Mr. Zabala was wearing a polo shirt with light jeans. He was going about 25 miles per hour. “I’ll usually cruise at 40, 42, ” he said. The engine produces only 22 horsepower or so. He has, he said, reached top speed: around 60 m.p.h.
“It’s a little scary, ” he said, and recalled a recent ride with his girlfriend, Mallory MacRae, in which he got the car up to 55 m.p.h. “The engine is screaming. It’s going all out at that point.”
“You can’t really describe it until you ride in it, ” Ms. MacRae added.

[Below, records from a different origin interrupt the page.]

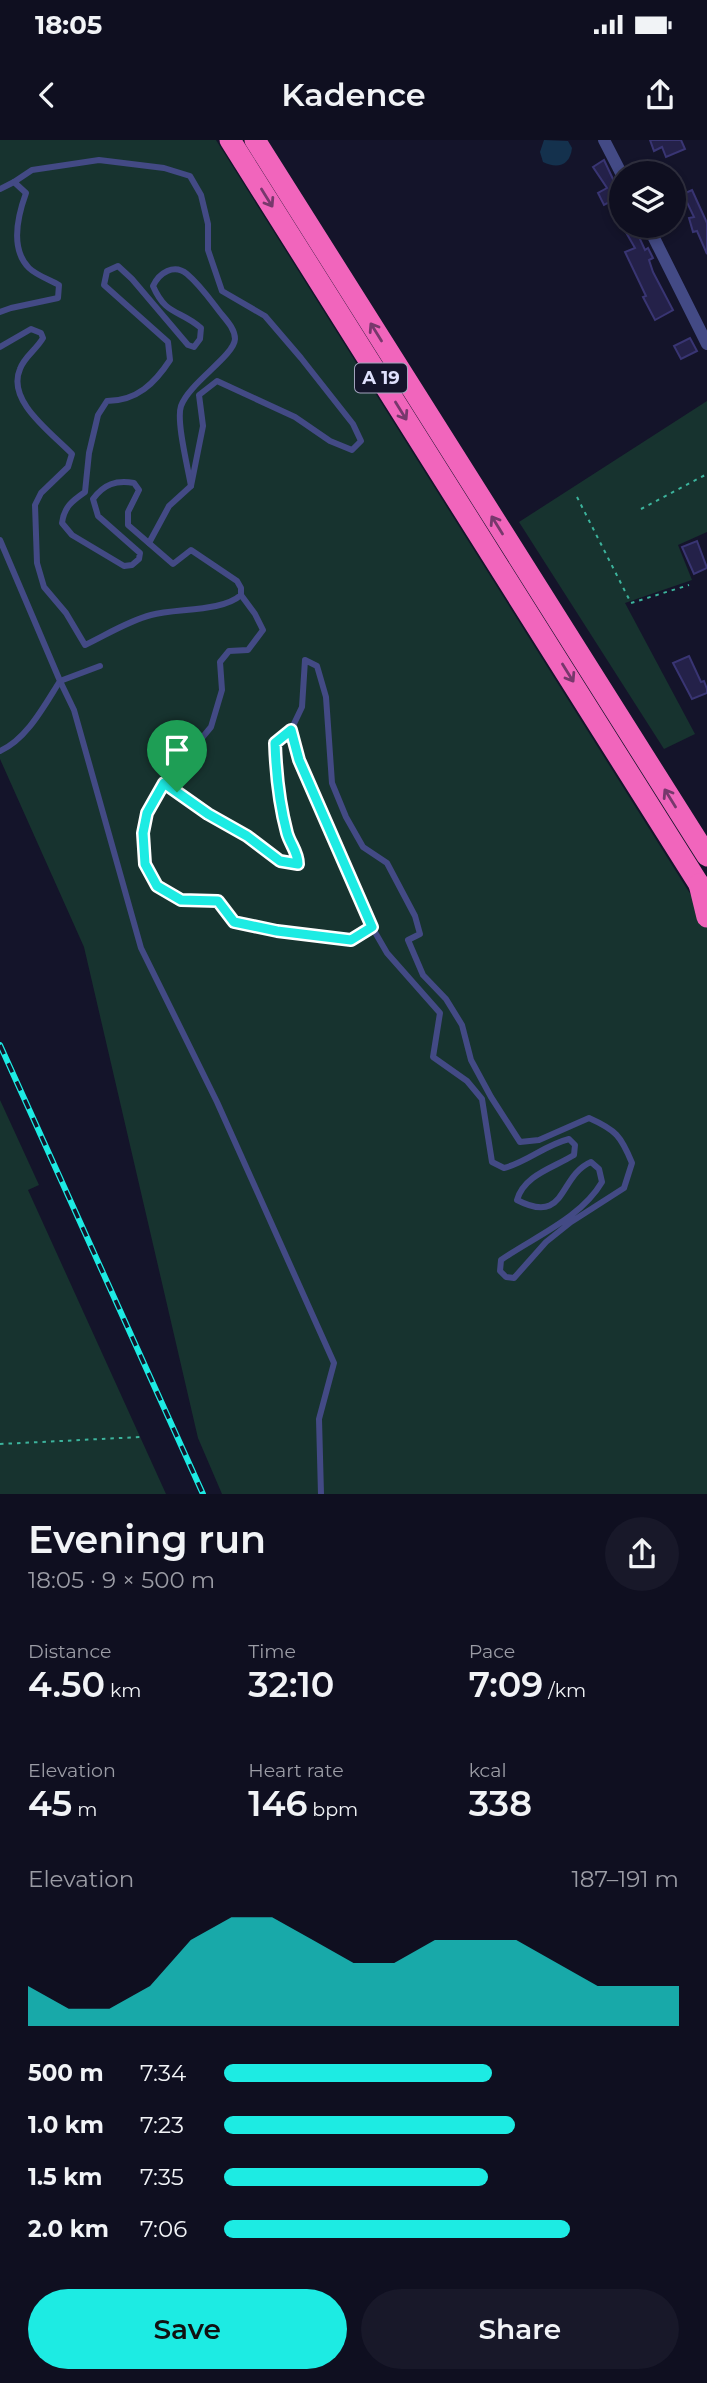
<!DOCTYPE html>
<meta charset="utf-8">
<style>
:root{--surface:#0f0f20;--page:#181829;--text:#f1f3f6;--muted:#9b9ca5;--line:#2f2f3e;--accent:#1debe3}
body{margin:0;font-family:Montserrat,sans-serif;background:var(--page);color:var(--text);height:100vh;display:flex;flex-direction:column;font-size:26px;white-space:nowrap}
*{box-sizing:border-box;margin:0}
p{font-size:23px;color:var(--muted)}
.icon{flex:none;width:38px;height:38px;fill:none;stroke:currentColor;stroke-width:2;stroke-linecap:round;stroke-linejoin:round}
.map{position:relative;height:1354px;overflow:hidden}
.details{display:flex;flex-direction:column;background:var(--surface);flex:1}
.details>*{flex:none}
.controls{position:absolute;left:609px;top:21px;display:grid;gap:14px}
.controls a{display:grid;place-items:center;width:77px;height:77px;border-radius:50%;background:var(--surface);box-shadow:0 4px 10px #0003,0 0 0 2px var(--line);font-size:35px}
.pin{position:absolute;display:grid;place-items:center;width:60px;height:60px;color:#fff;margin:-72px -30px;border-radius:50% 50% 50% 0;rotate:-45deg;box-shadow:0 0 7px #0007}
.pin .icon{rotate:45deg}
.round{display:grid;place-items:center;flex:none;width:74px;height:74px;border-radius:37px;background:var(--page)}
.summary{display:flex;align-items:center;justify-content:space-between;height:119px;padding:0 28px}
h1{font-size:38px;font-weight:600;line-height:52px}
.figures{display:grid;grid-template-columns:repeat(3,1fr);gap:10px;height:119px;padding:7px 28px}
.figures div{display:grid;align-content:center}
.figures b{font-size:35px;font-weight:600}
.figures small{font-size:19px;font-weight:400}
.figures p{font-size:19px}
.chart{height:196px;padding:14px 28px}
.chart p{display:flex;justify-content:space-between}
.chart svg{width:100%;height:126px;margin-top:7px;fill:var(--accent);opacity:.7}
.action{display:flex;gap:14px;margin-top:auto;padding:14px 28px}
.action a{flex:1;height:80px;border-radius:42px;background:var(--accent);color:#111;font-size:28px;font-weight:600;line-height:80px;text-align:center}
.action a+a{background:var(--page);color:var(--text)}
ul{padding:0 28px;list-style:none;font-size:23px}
li{display:grid;grid-template-columns:112px 84px 1fr;align-items:center;height:52px}
li i{height:18px;border-radius:9px;background:var(--accent)}
.status{display:flex;justify-content:space-between;align-items:center;height:49px;padding:0 35px;background:var(--surface);direction:ltr}
.status svg{height:19px;fill:currentColor}
header{display:flex;justify-content:space-between;align-items:center;height:91px;padding:0 28px;background:var(--surface);font-size:32px;font-weight:600}
.map>svg:first-child{display:block}
.green{fill:#17332f}
.water{fill:#14314d}
.building{fill:#242149;stroke:#393573;stroke-width:2}
.lines{fill:none;stroke-linecap:round;stroke-linejoin:round}
.path{stroke:#3cb39c;stroke-width:2;stroke-dasharray:3.5 5;stroke-linecap:butt}
.service{stroke:#434a85;stroke-width:6}
.minor{stroke:#434a85;stroke-width:12}
.motorway{stroke:#f165bc;stroke-width:21}
.rail-casing{stroke:#1debe3;stroke-width:6}
.rail{stroke:#14142a;stroke-width:3.5;stroke-dasharray:10;stroke-linecap:butt}
.oneway{stroke:#77386c}
.route-casing{stroke:#fff;stroke-width:14}
.route{stroke:#1debe3;stroke-width:9}
.labels{text-anchor:middle;dominant-baseline:central;stroke-width:6;stroke-linejoin:round;paint-order:stroke}
.shield{fill:#14142a;stroke:#a2a3bd;stroke-width:2}
.shield-label{font-size:18px;font-weight:bold;fill:#dfe0fc}
</style>
<div class="status"><b>18:05</b><svg viewBox="0 0 49 12"><path d="M0 12V9h3v3zM5 12V6h3v6zM10 12V3h3v9zM15 12V0h3v12zM26 1h20v11H26zM47 4h2v5h-2z"/></svg></div>
<header><svg class="icon" aria-label="back" viewBox="0 0 24 24"><path d="M15 5l-7 7 7 7"/></svg>Kadence<svg class="icon" aria-label="share" viewBox="0 0 24 24"><path d="M12 15V3M7 8l5-5 5 5M5 13v7h14v-7"/></svg></header>
<div class="map">
<svg width="707" height="1354" viewBox="0 0 707 1354">
<rect width="100%" height="100%" fill="#14142a"/>
<!-- green -->
<g class="green">
<polygon points="0,0 216,0 701,771 707,785 707,1354 222,1354 198,1298 84,807 0,619"/>
<polygon points="707,261 707,392 678,405 692,440 625,463 695,594 664,609 519,382"/>
<polygon points="0,960 39,1045 28,1050 166,1354 0,1354"/>
</g>
<!-- water -->
<path class="water" d="M544 0 568 1 572 8C570 26 557 29 543 22L540 12Z"/>
<!-- building -->
<g class="building">
<polygon points="650,0 681,0 685,9 666,17 662,7 654,11"/>
<polygon points="604,20 621,56 604,65 598,53 607,48 593,27"/>
<polygon points="692,50 707,83 707,114 697,91 693,92 689,78 694,77 683,54"/>
<polygon points="630,86 634,86 645,110 648,108 653,118 649,120 653,132 673,170 655,180 643,157 646,156 625,112 635,108 624,89"/>
<polygon points="690,198 697,211 681,219 674,206"/>
<polygon points="697,401 707,428 694,434 682,407"/>
<polygon points="689,516 701,542 704,541 707,549 707,553 692,559 673,523"/>
</g>
<g class="lines">
<!-- path -->
<g class="path">
<polyline points="577,357 631,463 689,445"/>
<polyline points="641,369 707,334"/>
<polyline points="0,1304 141,1297"/>
</g>
<!-- service -->
<g class="service">
<polyline points="0,49 14,42"/>
<path d="M0 172 11 168 58 158 59 145C50 140 36 135 29 128 10 109 18 75 26 53L14 42 32 30 99 20 164 28 190 36 201 55 208 84V110L222 151 265 176 301 218 353 284 361 301 352 310 330 301 295 277 217 241 199 255 203 286 191 346 169 366 149 403"/>
<path d="M0 207 31 189 41 193 43 198C36 210 24 217 20 229 6 261 52 293 72 314L68 327 41 353 35 365 37 423 44 447 66 473 85 505C106 495 128 481 151 475 177 468 222 472 241 455V448L237 441 191 410 173 424 128 385V372L139 350 134 343C116 340 104 344 93 359L98 376 140 413 139 419 132 425 124 426 72 395 62 383C64 367 72 361 85 352L89 313 98 275 107 261C137 261 155 243 170 220L168 202 104 145 107 131 118 126 132 139 188 205 194 207 200 199 201 188C179 169 166 176 153 146 159 133 174 123 187 134 200 145 209 158 219 171 225 179 235 188 235 199 234 216 189 243 181 266 176 281 188 328 191 346"/>
<path d="M0 400 60 541C44 566 27 599 0 611"/>
<path d="M305 520 317 526 326 557 332 643 346 677 363 707 387 723 415 776 420 794 408 800 423 835 446 859 462 885 471 920 491 957 520 1002 539 1000 589 978C616 990 621 996 632 1023L624 1048 571 1082 546 1102 514 1138 506 1137 500 1131 501 1120C534 1097 581 1078 602 1042L599 1029 591 1022C558 1036 567 1086 517 1060 524 1035 553 1028 574 1015L575 1005 569 999C545 1005 527 1022 504 1028L492 1022 482 959 467 941 433 917 440 873 387 813 372 787 299 620 291 590 302 567Z"/>
<polyline points="100,526 60,541 74,570 141,808 217,962 334,1223 319,1279 321,1354"/>
<path d="M291 590 275 603C276 633 279 663 287 693 290 704 298 712 298 724L280 721 165 643C159 652 152 661 148 671 134 703 146 747 179 759 190 763 206 761 218 761L234 782 277 791 351 800 372 787"/>
<polyline points="177,652 177,628 211,587 222,550 220,522 229,511 248,510 263,490 255,474 241,455"/>
</g>
<!-- minor -->
<g class="minor">
<polyline points="604,0 621,33"/>
<polyline points="648,86 707,204"/>
</g>
<!-- motorway -->
<g class="motorway">
<polyline points="230,0 707,757"/>
<polyline points="255,0 707,716"/>
<polyline points="699,744 707,777"/>
</g>
<!-- rail casing -->
<g class="rail-casing">
<polyline id="rail" points="0,905 203,1354"/>
</g>
<!-- rail -->
<use href="#rail" class="rail"/>
</g>
<!-- one-way arrows -->
<defs><path id="oneway-shaft" d="M-6 0H5M1.5-3L5.5 0L1.5 3" fill="none" stroke-width="1.6" stroke-linecap="round" stroke-linejoin="round" transform="scale(1.75)"/></defs>
<g class="oneway">
<use href="#oneway-shaft" transform="translate(267 58) rotate(58)"/>
<use href="#oneway-shaft" transform="translate(376 192) rotate(-122)"/>
<use href="#oneway-shaft" transform="translate(401 271) rotate(58)"/>
<use href="#oneway-shaft" transform="translate(497 385) rotate(-122)"/>
<use href="#oneway-shaft" transform="translate(568 533) rotate(58)"/>
<use href="#oneway-shaft" transform="translate(670 658) rotate(-122)"/>
</g>
<g class="lines">
<!-- route casing -->
<g class="route-casing">
<path id="route" d="M291 590 299 620 372 787 351 800 277 791 234 782 218 761 181 760 157 746 145 724 143 693 147 673 164 643 208 674 247 696 280 721 298 724C298 712 290 704 287 693 279 663 276 633 275 603Z"/>
</g>
<!-- route -->
<use href="#route" class="route"/>
</g>
<g class="labels">
<!-- shield labels -->
<rect class="shield" x="355" y="223.5" width="52" height="29" rx="5"/>
<g class="shield-label">
<text x="381" y="238">A 19</text>
</g>
</g>
</svg>
<div class="controls">
<a><svg class="icon" aria-label="layers" viewBox="0 0 24 24"><path d="M12 4l9 5-9 5-9-5zM3 14l9 5 9-5"/></svg></a>
</div>
<div class="pin" style="left:177px;top:652px;background:#1e9e55"><svg class="icon" aria-label="arrive" viewBox="0 0 24 24"><path d="M6 21V4h12l-3 4 3 4H6"/></svg></div>
</div>
<section class="details">
<div class="summary"><div><h1>Evening run</h1><p>18:05 · 9 × 500 m</p></div><a class="round"><svg class="icon" aria-label="share" viewBox="0 0 24 24"><path d="M12 15V3M7 8l5-5 5 5M5 13v7h14v-7"/></svg></a></div>
<div class="figures">
<div><p>Distance</p><b>4.50<small> km</small></b></div>
<div><p>Time</p><b>32:10</b></div>
<div><p>Pace</p><b>7:09<small> /km</small></b></div>
</div>
<div class="figures">
<div><p>Elevation</p><b>45<small> m</small></b></div>
<div><p>Heart rate</p><b>146<small> bpm</small></b></div>
<div><p>kcal</p><b>338</b></div>
</div>
<div class="chart"><p><span>Elevation</span>187–191 m</p>
<svg viewBox="0 0 160 44" preserveAspectRatio="none"><path d="M0 44V30L10 38L20 38L30 30L40 14L50 6L60 6L70 14L80 22L90 22L100 14L110 14L120 14L130 22L140 30L150 30L160 30V44z"/></svg>
</div>
<ul>
<li><b>500 m</b>7:34<i style="width:59%"></i></li>
<li><b>1.0 km</b>7:23<i style="width:64%"></i></li>
<li><b>1.5 km</b>7:35<i style="width:58%"></i></li>
<li><b>2.0 km</b>7:06<i style="width:76%"></i></li>
</ul>
<div class="action"><a>Save</a><a>Share</a></div>
</section>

“The first time I rode in it, it was a sunny day, ” she continued. “And I just kept feeling wet, and I said, ‘Is it raining? I think it’s raining.’ And he said, ‘No, those are bugs.’”
They both wear sunglasses now.
“I carry hair things in there, ” she said of the toolbox. “I have elastics and bobby pins.”
A couple of years ago, Mr. Zabala and his brother, Micol — the car belongs to both of them, though Micol is in the Navy and stationed in South Carolina — were caught in a Michigan hailstorm.
Photo The bare-bones dashboard. Credit Mark Wilson for The New York Times
“It just started getting nasty — nasty thunderstorm, ” Mr. Zabala remembered, after pulling off the road into an apple orchard. “So we already had our rain gear on, and all of sudden we start hearing ping, ping, ping, ping, ping.”
Just as Mr. Zabala finished his story, a blue van appeared down the orchard’s narrow path and stopped next to the Model T. The driver poked his head out the window. “You going across the country in that thing?” he asked.
“Going to South Dakota in two weeks, ” Mr. Zabala replied, referring to a tour by the Model T Club International. Mr. Zabala and Ms. MacRae will take the car by trailer to Rapid City and use it for day trips.
“That’ll be a fun ride, ” the driver said. “Don’t forget your goggles, though.”
The car has been resilient over the 2, 000 miles Mr. Zabala has put on it. The only thing to break was one of the gears in the rear axle. Mr. Zabala was on a club tour at the time.
“We pulled it over to where all our trailers were, ” he said. “And I think we were four or five guys, we basically lifted up the back end of the car, pulled the entire rear axle assembly out from it, set the car back down on the springs and within four hours we had it apart.”
Leaving the orchard, Mr. Zabala wound the Model T up to speed. He nudged the brakes and kept his hand on the throttle. Though the car was only doing about 40 m.p.h., it felt much faster.
But, he explained, the thrill of driving his Model T, with its open-air experience and panoramic view, had more to do with the senses.
“You see things differently, ” he said, “especially in this car when you’re out in the open and there’s nothing around you. You’ll catch things that you wouldn’t catch in a modern vehicle.”